When Vision Overrides Language: Evaluating and Mitigating Counterfactual Failures in VLAs

Imagine you have a very smart robot assistant. You've trained it by showing it thousands of videos of it doing specific chores, like "pick up the red cup" or "put the cookie in the box." The robot is great at these tasks because it has memorized the visual patterns: Red cup = grab here. Cookie box = move there.

But here's the problem: The robot is too reliant on what it sees and not enough on what you say.

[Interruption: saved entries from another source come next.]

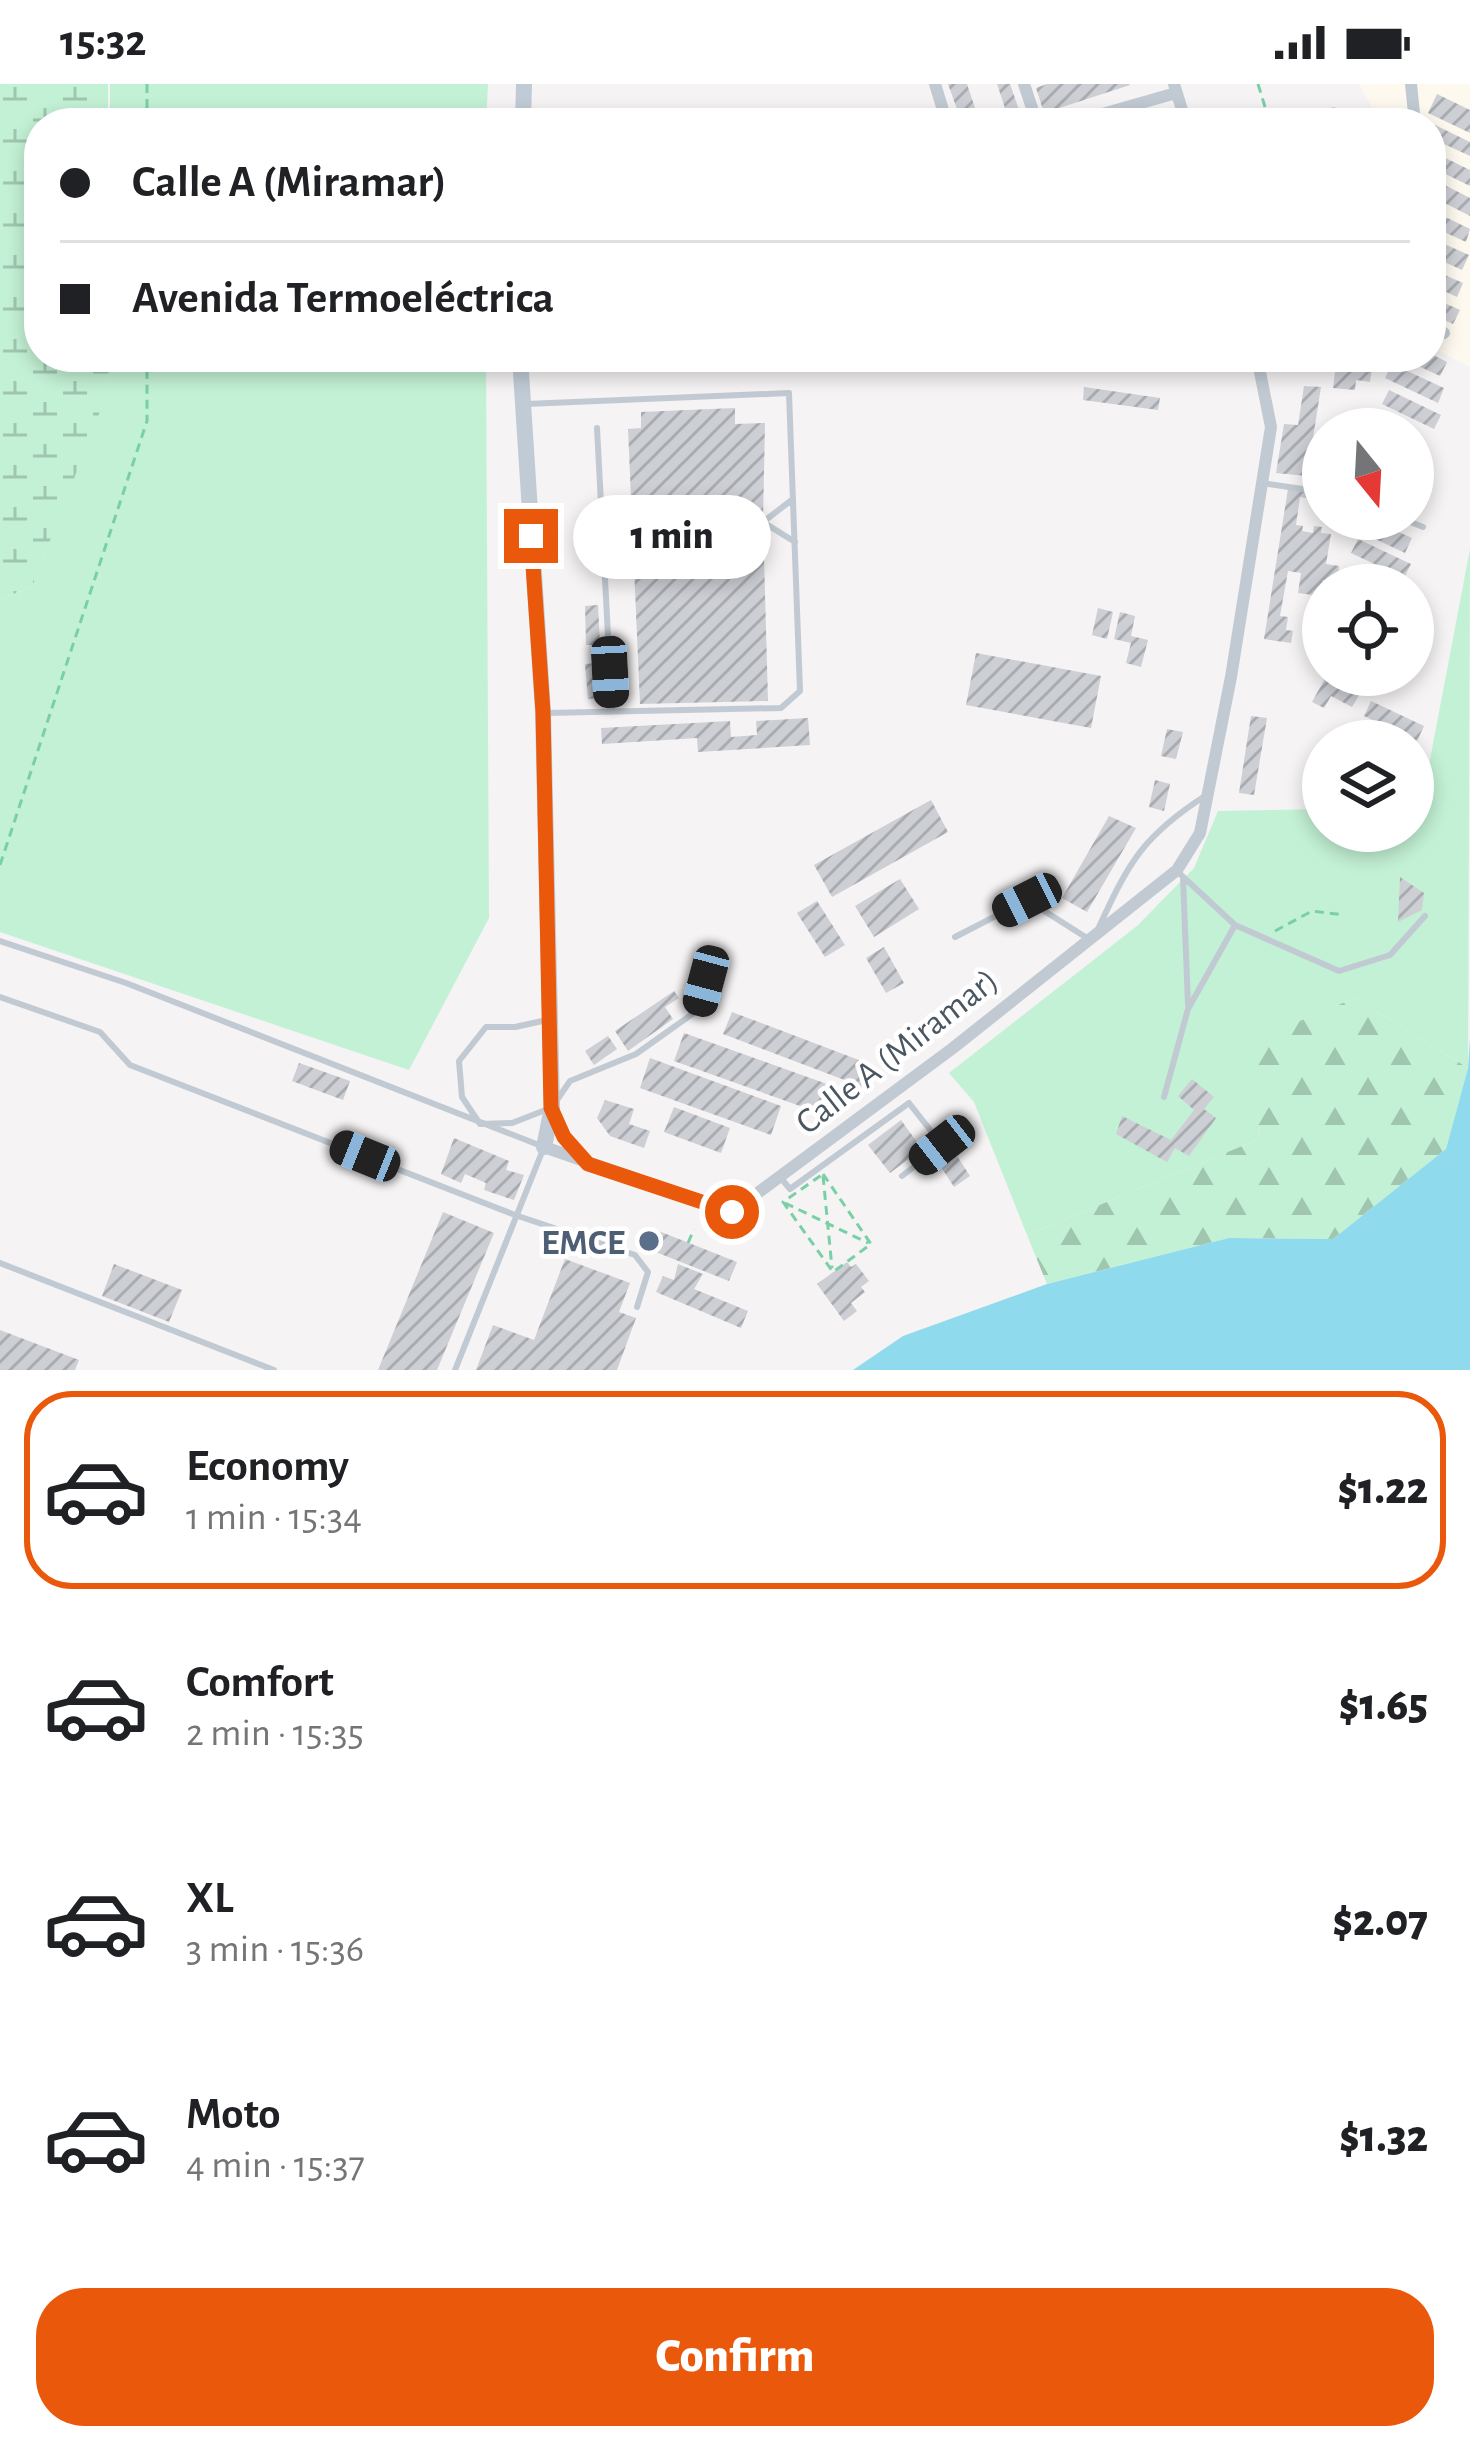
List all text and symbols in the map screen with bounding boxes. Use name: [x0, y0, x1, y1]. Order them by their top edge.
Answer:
text: 15:32: [60, 19, 147, 64]
text: Calle A (Miramar): [132, 160, 447, 205]
text: Avenida Termoeléctrica: [132, 276, 554, 321]
north arrow: [1302, 408, 1434, 540]
map controls: [1302, 408, 1434, 852]
callout: 1 min: [573, 494, 771, 578]
route end: [504, 509, 558, 563]
text: 1 min: [630, 517, 714, 556]
button: locate: [1302, 564, 1434, 696]
car: [590, 635, 630, 709]
button: layers: [1302, 720, 1434, 852]
car: [987, 868, 1067, 932]
car: [679, 942, 733, 1020]
street label: Calle A (Miramar): [790, 962, 1005, 1141]
car: [903, 1109, 981, 1181]
car: [325, 1126, 405, 1186]
route start: [705, 1185, 759, 1239]
place label: EMCE: [541, 1225, 625, 1261]
marker: EMCE: [636, 1228, 662, 1254]
icon: car: [42, 1436, 150, 1544]
text: Economy: [186, 1444, 349, 1489]
text: $1.22: [1337, 1467, 1428, 1512]
text: 1 min · 15:34: [186, 1498, 362, 1537]
icon: car: [42, 1652, 150, 1760]
text: Comfort: [186, 1660, 334, 1705]
text: $1.65: [1339, 1683, 1428, 1728]
text: 2 min · 15:35: [186, 1714, 364, 1753]
icon: car: [42, 1868, 150, 1976]
text: XL: [186, 1876, 234, 1921]
text: $2.07: [1332, 1899, 1428, 1944]
text: 3 min · 15:36: [186, 1930, 364, 1969]
icon: car: [42, 2084, 150, 2192]
text: Moto: [186, 2092, 281, 2137]
text: $1.32: [1339, 2115, 1428, 2160]
text: 4 min · 15:37: [186, 2146, 365, 2185]
button: Confirm: [36, 2288, 1434, 2426]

This paper is about a glitch called "Counterfactual Failure." It happens when you give the robot an instruction that doesn't match its training, but the scene looks familiar.

The "Musical Chairs" Analogy

Imagine a game of musical chairs.

The Scene: There is a table with a Tape dispenser and a Mustard bottle.
The Training: The robot practiced 1,000 times to "Pick up the Tape." It learned that Tape = Action.
The Test: You walk in and say, "Please Pick up the Mustard."

What happens without the fix?
The robot looks at the table. It sees the Tape. Its brain screams, "I know this! I've done this a thousand times!" It ignores your voice completely, grabs the Tape, and puts it down. It failed to listen to you because the visual cue (the Tape) was too loud.

What happens with the fix?
The robot pauses. It realizes, "Wait, the user said 'Mustard,' not 'Tape.' Even though the Tape is right there, I need to listen to the instruction." It picks up the Mustard.

The Core Problem: "Vision Shortcuts"

The authors found that current robot brains (called VLAs or Vision-Language-Action models) are lazy. They take "vision shortcuts."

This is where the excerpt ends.